Section 2.2 Conversion Procedure. To convert this Debenture into
Common Stock the Holder must (a) complete and sign the Notice of Conversion
attached hereto and (b) surrender the Debenture to the Company free and clear
of any and all claims, liens and/or encumbrances. Except as otherwise provided
herein, the date upon which the Company receives the completed Notice of
Conversion (by recognized overnight courier, hand-delivery or facsimile,
followed by hand-delivery or courier delivery within two (2) business days
thereafter) is the conversion date, provided that the Company shall not be
required to deliver a certificate for shares of Common Stock unless and until
the Company receives the original Debenture. Within five (5) business days
after receipt of the Notice of Conversion as aforesaid, provided the Company
has received the original Debenture from the Holder, the Company shall deliver
a certificate as specified in the Agreement for the number of full shares of
Common Stock issuable upon the conversion and a check for any fraction of a
share. The person in whose name the certificate representing shares of Common
Stock is to be registered shall be treated as a shareholder of record on and
after the conversion date. Upon surrender of a Debenture that is to be
converted in part, the Company shall issue to the Holder a new Debenture equal
in principal amount to the unconverted portion of the Debenture surrendered.

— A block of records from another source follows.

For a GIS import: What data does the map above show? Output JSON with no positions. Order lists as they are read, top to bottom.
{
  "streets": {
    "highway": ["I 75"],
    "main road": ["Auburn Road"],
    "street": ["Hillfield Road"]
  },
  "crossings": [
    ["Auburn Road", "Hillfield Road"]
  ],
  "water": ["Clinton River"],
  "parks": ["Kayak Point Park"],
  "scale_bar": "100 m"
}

Section 2.3 Fractional Shares. The Company shall not issue a
fractional share of Common Stock upon the conversion of all or any portion of
this Debenture. Instead, the Company shall pay, in lieu of any fractional
share, the cash value thereof at the Conversion Price of the Common Stock as
determined pursuant to Section 2.1 above.

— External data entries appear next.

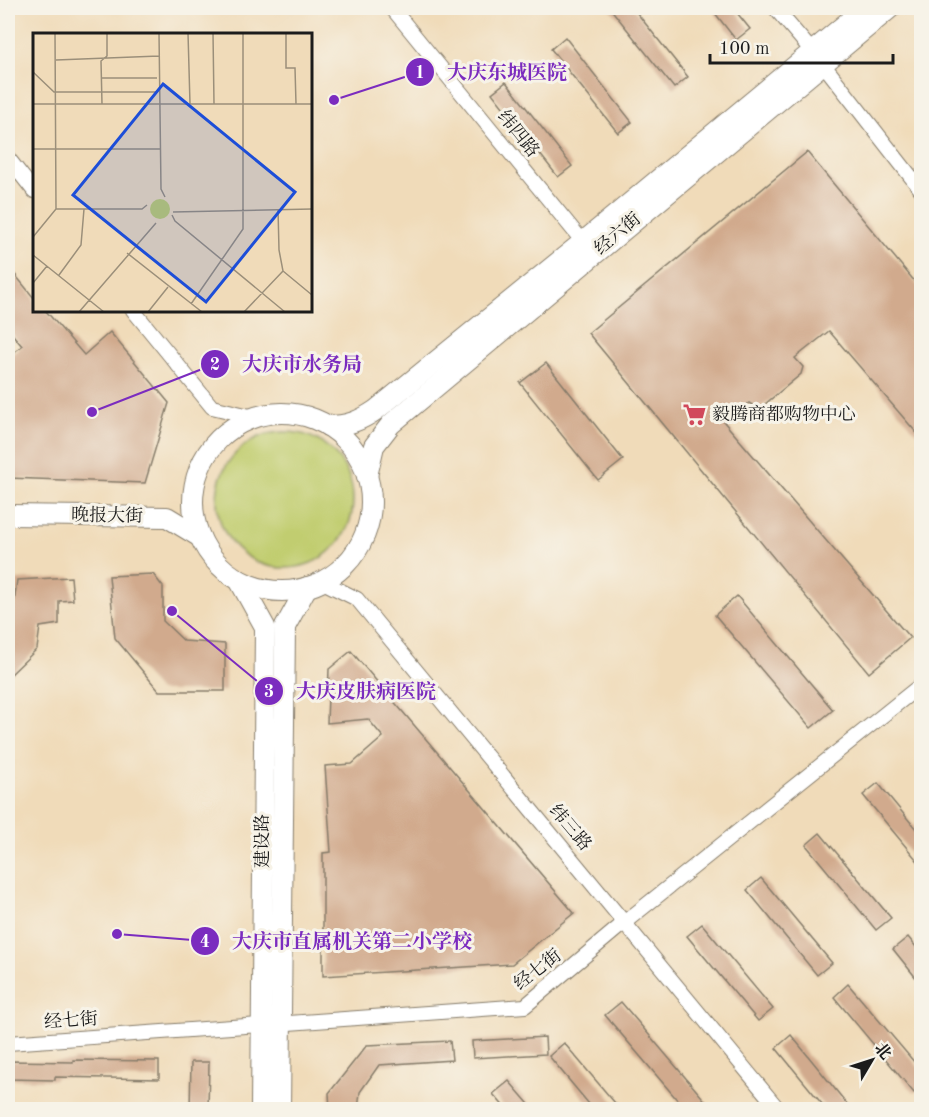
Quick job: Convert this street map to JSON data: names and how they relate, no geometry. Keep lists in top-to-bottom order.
{
  "streets": {
    "main road": ["经六街", "晚报大街", "建设路"],
    "street": ["纬四路", "纬三路", "经七街"]
  },
  "crossings": [
    ["纬四路", "经六街"],
    ["经六街", "晚报大街"],
    ["经六街", "纬三路"],
    ["经六街", "建设路"],
    ["晚报大街", "纬三路"],
    ["晚报大街", "建设路"],
    ["纬三路", "建设路"],
    ["纬三路", "经七街"],
    ["建设路", "经七街"]
  ],
  "places": {
    "other": [
      "大庆东城医院",
      "大庆市水务局",
      "大庆皮肤病医院",
      "大庆市直属机关第二小学校"
    ],
    "supermarket": ["毅腾商都购物中心"]
  },
  "scale_bar": "100 m",
  "north": "top right"
}
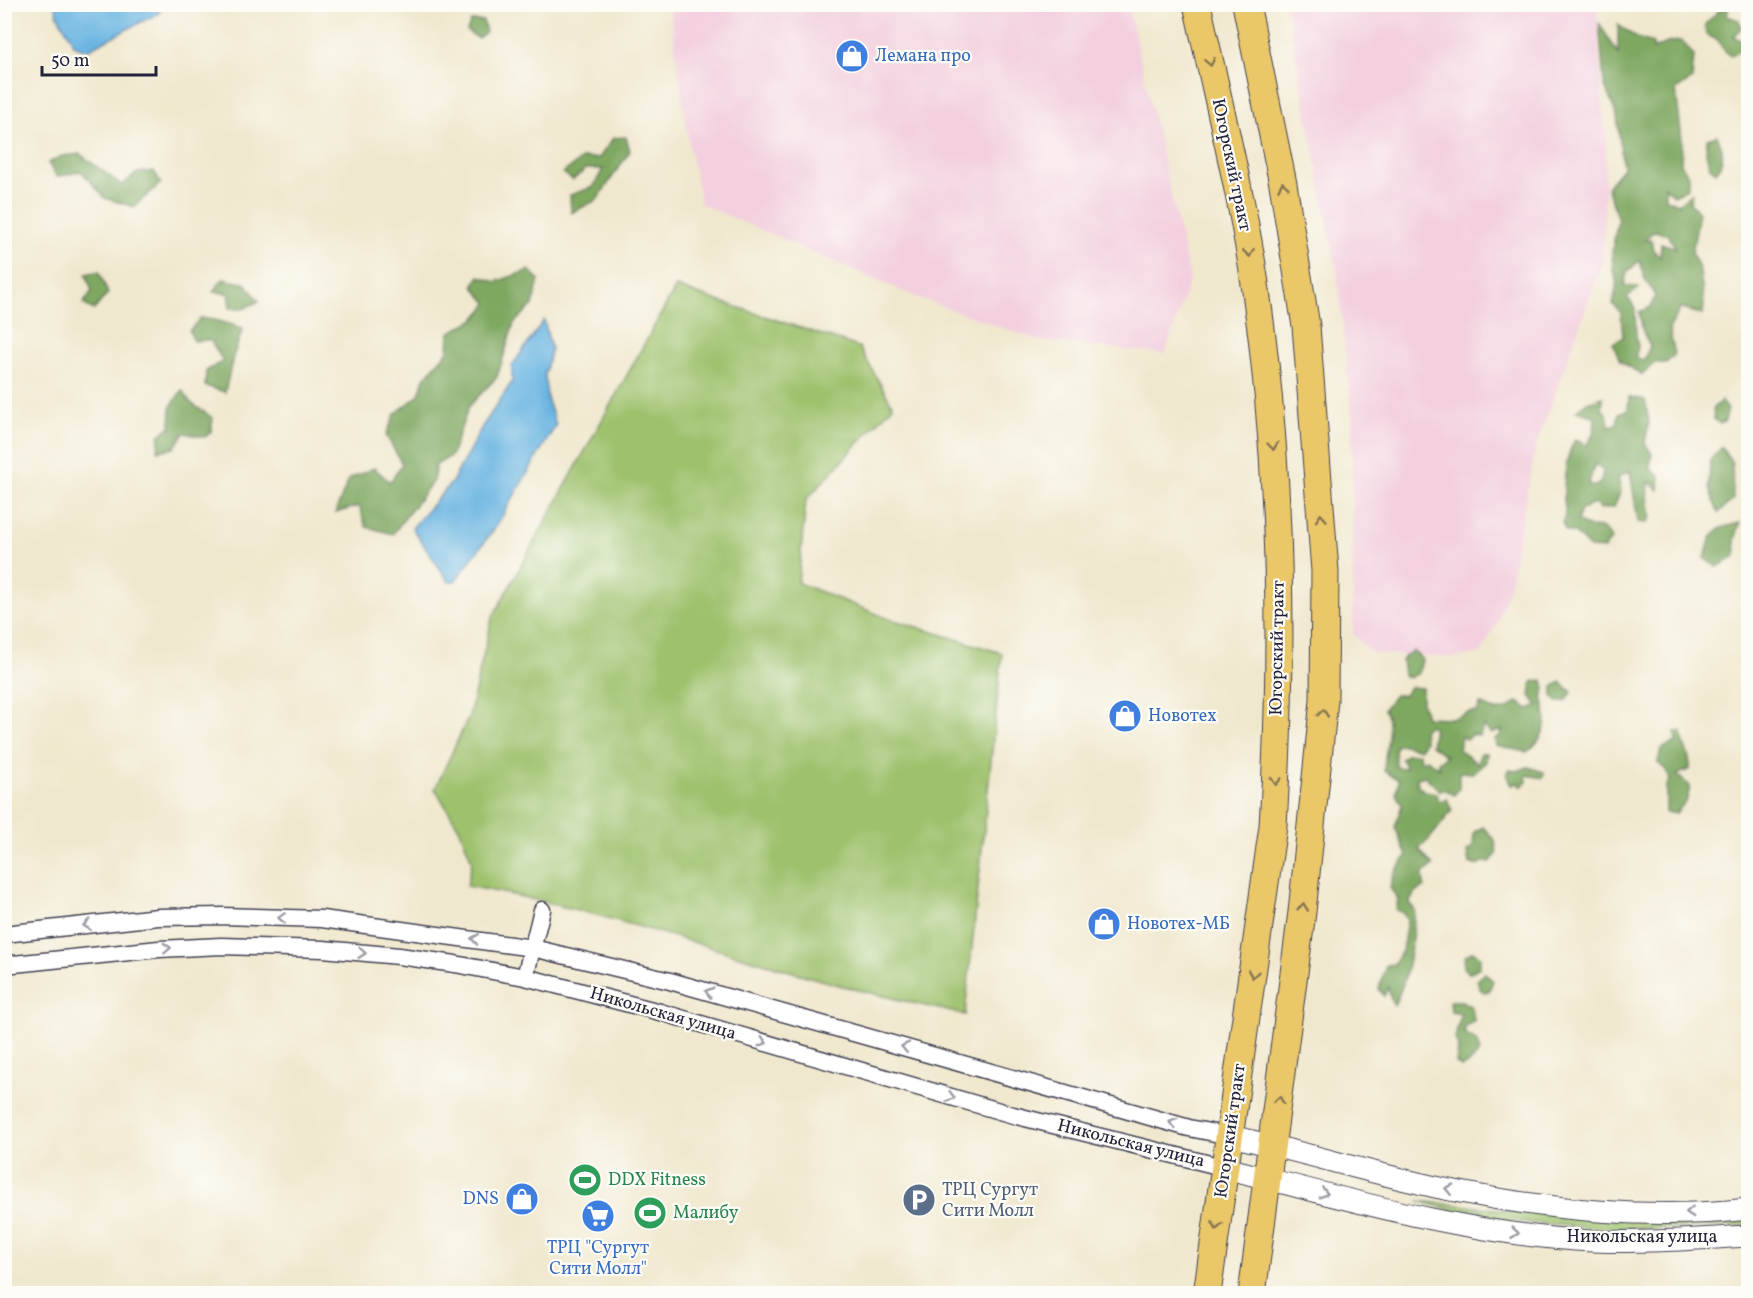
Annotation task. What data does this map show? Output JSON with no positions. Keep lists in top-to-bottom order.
{
  "streets": {
    "main road": ["Югорский тракт"],
    "street": ["Никольская улица"]
  },
  "crossings": [
    ["Югорский тракт", "Никольская улица"]
  ],
  "places": {
    "shop": [
      "Лемана про",
      "Новотех",
      "Новотех-МБ",
      "DNS"
    ],
    "sports": ["DDX Fitness", "Малибу"],
    "parking": ["ТРЦ Сургут Сити Молл"],
    "supermarket": ["ТРЦ \"Сургут Сити Молл\""]
  },
  "scale_bar": "50 m"
}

Section 2.4 Taxes on Conversion. The Company shall pay any
documentary, stamp or similar issue or transfer tax due on the issuance of
Common Stock upon the conversion of this Debenture. The Holder, however, shall
pay any such tax which is due because such shares are issued in a name other
than its name.
Section 2.5 Company to Reserve Stock. The Company shall reserve out of
its authorized but unissued Common Stock for issuance as provided in the
Subscription Agreement a number of shares of Common Stock equal to 19.999% of
the number of shares of Common Stock outstanding on the date of issuance of
this Debenture. All shares of Common Stock which may be issued upon the
conversion hereof shall be fully paid and nonassessable.
-3-
Section 2.6 Restrictions on Transfer. This Debenture
and the Common Stock issuable upon the conversion hereof have not been
registered under the Act and have been sold pursuant to an exemption under the
Act. The Debenture may not be pledged, transferred or resold except pursuant to
registration, under or an exemption from, the Act. Any shares of Common Stock
issued hereunder shall bear a restrictive legend similar to the legend set
forth on the first page hereof.
Article 3. Redemption
Section 3.1 Redemption Rights
(a) In the event the Company receives a Notice of
Conversion and the Conversion Price shall equal or be less than $6.00, the
Company, at its sole option, may nevertheless redeem such portion of the
Debenture as shall have been requested to be converted by paying the Holder an
amount equal to one hundred fifteen percent (115%) of the face amount of such
portion of this Debenture as shall have been requested to be redeemed (a
"Redemption").
(b) In addition to the right of redemption set forth in
Section 3.1(a) above, in the event the Company receives a Notice of Conversion
and the number of shares of Common Stock to be issued upon conversion of this
Debenture together with (i) the number of shares of Common Stock previously
issued upon conversion of the Debentures and (ii) the number of shares of
Common Stock issued or issuable (assuming in the case of the Warrants an
Exercise Price (as defined in the Warrants) at $6.50 per share of Common Stock)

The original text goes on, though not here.